The murder provokes national hysteria. The thought of what might be festering behind the closed doors of respectable middle-class homes – scheming servants, rebellious children, insanity, jealousy, loneliness and loathing – arouses fear and a kind of excitement. But when Whicher reaches his shocking conclusion there is uproar and bewilderment.
A true story that inspired a generation of writers such as Wilkie Collins, Charles Dickens and Arthur Conan Doyle, this has all the hallmarks of the classic murder mystery – a body; a detective; a country house steeped in secrets. In The Suspicions of Mr Whicher Kate Summerscale untangles the facts behind this notorious case, bringing it back to vivid, extraordinary life.

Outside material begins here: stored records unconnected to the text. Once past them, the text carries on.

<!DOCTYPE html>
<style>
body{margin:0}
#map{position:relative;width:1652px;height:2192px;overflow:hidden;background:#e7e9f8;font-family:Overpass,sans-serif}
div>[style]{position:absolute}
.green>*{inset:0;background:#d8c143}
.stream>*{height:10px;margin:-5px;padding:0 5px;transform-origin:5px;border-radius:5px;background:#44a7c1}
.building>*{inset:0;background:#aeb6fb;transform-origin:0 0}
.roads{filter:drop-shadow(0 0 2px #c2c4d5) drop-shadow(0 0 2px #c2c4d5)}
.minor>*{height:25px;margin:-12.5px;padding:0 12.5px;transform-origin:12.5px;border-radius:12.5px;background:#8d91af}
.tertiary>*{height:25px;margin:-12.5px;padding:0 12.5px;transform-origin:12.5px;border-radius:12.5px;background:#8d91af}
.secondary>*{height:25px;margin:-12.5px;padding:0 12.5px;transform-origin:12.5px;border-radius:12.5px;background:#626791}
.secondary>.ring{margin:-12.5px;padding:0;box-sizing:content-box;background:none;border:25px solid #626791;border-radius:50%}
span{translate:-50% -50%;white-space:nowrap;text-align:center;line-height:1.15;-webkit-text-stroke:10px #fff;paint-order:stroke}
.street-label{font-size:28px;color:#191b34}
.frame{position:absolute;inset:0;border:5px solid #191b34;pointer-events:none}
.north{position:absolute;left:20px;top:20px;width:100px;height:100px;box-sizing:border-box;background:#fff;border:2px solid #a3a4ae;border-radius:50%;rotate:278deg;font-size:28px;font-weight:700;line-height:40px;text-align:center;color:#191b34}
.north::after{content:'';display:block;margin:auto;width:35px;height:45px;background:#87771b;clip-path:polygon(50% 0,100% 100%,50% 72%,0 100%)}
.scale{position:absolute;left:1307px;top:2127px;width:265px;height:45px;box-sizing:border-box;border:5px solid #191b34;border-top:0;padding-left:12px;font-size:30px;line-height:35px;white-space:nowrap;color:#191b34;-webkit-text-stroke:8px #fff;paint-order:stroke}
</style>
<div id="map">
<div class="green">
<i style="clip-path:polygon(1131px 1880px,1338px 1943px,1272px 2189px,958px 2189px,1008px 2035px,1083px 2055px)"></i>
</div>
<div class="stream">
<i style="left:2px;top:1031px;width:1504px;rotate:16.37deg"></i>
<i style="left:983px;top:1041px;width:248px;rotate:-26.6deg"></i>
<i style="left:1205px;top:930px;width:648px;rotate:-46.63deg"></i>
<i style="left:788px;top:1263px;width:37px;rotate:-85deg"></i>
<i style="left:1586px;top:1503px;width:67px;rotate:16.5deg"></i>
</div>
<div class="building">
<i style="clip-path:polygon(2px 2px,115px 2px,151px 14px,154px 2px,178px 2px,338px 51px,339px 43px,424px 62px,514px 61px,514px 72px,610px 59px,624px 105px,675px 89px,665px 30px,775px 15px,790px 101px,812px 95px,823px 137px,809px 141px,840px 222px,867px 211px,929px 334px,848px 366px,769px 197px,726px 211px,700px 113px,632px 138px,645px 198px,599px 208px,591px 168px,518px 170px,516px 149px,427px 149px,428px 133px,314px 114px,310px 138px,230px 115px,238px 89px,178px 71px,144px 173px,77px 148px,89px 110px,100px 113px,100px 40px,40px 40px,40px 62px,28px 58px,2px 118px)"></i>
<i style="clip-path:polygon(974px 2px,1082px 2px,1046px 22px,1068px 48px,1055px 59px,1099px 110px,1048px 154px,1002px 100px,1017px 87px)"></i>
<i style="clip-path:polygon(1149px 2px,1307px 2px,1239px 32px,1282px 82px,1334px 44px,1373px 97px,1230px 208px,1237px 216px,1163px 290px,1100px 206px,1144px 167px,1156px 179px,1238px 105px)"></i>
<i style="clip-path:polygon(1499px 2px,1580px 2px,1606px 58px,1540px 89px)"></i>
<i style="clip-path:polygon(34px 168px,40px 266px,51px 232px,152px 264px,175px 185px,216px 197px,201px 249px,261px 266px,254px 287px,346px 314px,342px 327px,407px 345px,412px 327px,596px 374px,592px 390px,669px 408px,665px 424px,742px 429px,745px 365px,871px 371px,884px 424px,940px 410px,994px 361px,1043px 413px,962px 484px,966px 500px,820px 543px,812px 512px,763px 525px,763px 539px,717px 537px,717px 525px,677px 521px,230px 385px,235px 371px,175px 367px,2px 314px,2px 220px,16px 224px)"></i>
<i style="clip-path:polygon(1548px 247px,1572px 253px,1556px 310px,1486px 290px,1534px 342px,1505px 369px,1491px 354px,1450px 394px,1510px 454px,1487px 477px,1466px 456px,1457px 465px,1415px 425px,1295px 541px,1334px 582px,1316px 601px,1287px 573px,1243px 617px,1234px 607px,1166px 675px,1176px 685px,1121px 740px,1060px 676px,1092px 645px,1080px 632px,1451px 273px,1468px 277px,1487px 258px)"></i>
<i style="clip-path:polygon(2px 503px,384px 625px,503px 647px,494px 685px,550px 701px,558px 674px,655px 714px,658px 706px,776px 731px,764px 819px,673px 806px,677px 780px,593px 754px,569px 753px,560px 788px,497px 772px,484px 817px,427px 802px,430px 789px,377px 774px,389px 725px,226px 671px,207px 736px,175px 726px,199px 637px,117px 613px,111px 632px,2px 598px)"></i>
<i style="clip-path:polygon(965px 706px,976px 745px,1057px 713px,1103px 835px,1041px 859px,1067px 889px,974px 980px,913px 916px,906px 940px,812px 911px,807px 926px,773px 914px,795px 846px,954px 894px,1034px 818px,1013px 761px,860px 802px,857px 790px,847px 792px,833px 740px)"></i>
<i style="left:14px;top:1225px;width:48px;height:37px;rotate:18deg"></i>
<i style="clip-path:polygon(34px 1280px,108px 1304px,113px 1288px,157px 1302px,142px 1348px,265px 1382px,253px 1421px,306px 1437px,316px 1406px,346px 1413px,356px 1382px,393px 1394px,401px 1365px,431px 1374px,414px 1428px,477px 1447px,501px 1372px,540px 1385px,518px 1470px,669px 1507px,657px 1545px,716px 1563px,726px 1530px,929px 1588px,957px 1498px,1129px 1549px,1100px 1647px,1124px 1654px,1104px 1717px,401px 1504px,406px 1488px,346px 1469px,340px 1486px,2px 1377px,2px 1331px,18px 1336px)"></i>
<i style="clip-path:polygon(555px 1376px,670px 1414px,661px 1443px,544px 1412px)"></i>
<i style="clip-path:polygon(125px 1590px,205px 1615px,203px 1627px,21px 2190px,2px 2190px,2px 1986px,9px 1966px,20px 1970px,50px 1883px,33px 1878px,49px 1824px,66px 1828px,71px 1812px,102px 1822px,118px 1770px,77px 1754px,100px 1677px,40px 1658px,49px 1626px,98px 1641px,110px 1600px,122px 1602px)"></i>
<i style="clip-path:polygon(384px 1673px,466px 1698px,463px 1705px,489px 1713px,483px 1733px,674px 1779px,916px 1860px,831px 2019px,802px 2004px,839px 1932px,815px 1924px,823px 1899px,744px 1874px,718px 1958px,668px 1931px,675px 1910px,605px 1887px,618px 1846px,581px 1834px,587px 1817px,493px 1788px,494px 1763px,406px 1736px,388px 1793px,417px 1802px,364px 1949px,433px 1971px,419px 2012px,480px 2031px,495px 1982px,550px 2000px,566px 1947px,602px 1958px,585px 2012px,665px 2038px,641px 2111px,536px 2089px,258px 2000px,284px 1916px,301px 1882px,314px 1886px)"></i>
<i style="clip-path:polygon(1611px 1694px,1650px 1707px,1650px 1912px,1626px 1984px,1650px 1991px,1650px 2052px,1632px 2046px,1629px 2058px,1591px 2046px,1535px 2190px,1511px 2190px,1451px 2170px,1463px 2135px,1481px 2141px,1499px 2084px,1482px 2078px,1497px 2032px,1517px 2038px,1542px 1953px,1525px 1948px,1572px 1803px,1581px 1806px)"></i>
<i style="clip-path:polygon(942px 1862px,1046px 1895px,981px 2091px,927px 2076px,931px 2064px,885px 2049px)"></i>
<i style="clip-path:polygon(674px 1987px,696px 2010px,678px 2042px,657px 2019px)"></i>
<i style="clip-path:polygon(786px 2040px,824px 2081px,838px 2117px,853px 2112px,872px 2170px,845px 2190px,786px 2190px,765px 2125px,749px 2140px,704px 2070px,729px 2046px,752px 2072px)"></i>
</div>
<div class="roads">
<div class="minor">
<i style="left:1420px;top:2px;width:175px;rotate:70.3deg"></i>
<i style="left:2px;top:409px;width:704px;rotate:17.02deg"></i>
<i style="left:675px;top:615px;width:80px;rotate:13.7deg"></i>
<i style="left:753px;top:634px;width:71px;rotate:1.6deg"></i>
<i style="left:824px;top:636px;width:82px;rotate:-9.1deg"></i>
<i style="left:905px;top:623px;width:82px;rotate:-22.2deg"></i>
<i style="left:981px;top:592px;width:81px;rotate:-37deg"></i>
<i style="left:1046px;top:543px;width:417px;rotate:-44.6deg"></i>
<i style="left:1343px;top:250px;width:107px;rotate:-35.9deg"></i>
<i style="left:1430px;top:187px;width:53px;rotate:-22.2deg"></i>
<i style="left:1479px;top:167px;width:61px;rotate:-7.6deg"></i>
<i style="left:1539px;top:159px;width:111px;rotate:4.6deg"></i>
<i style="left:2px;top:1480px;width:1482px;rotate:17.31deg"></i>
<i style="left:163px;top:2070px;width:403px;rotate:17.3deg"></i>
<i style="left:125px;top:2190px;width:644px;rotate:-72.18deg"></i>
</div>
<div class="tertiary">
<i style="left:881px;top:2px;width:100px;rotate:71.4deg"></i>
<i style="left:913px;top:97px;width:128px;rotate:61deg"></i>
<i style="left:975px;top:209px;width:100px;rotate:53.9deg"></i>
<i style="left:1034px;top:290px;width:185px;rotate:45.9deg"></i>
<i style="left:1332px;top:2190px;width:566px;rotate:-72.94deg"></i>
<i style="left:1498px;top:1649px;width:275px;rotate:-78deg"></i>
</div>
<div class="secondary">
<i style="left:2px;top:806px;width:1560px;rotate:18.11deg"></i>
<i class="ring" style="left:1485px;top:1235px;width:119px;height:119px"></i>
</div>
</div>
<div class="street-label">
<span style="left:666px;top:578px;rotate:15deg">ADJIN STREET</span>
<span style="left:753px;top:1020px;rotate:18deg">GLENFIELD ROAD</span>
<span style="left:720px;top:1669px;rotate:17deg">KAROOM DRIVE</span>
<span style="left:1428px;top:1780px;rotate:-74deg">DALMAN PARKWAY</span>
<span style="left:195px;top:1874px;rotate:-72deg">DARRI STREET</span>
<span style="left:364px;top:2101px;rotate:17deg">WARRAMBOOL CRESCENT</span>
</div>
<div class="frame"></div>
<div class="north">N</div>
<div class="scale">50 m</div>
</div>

This is an amazing story. You feel that it is somehow familiar, but that is just because so much detective fiction is based upon this case. I can almost imagine Miss Marple popping up with her knitting at some stage to solve it all neatly. It’s not neat though. Mr Whicher doesn’t even arrive on the scene until nearly two weeks after the crime. The local police seem incompetent (or maybe just inept) and then class enters the equation – how can a working class detective accuse a middle class young girl?
Anyway, I don’t won’t to ruin the story for anyone I’ll just say if you like crime fiction, true crime or social history, then you’ll enjoy reading this book.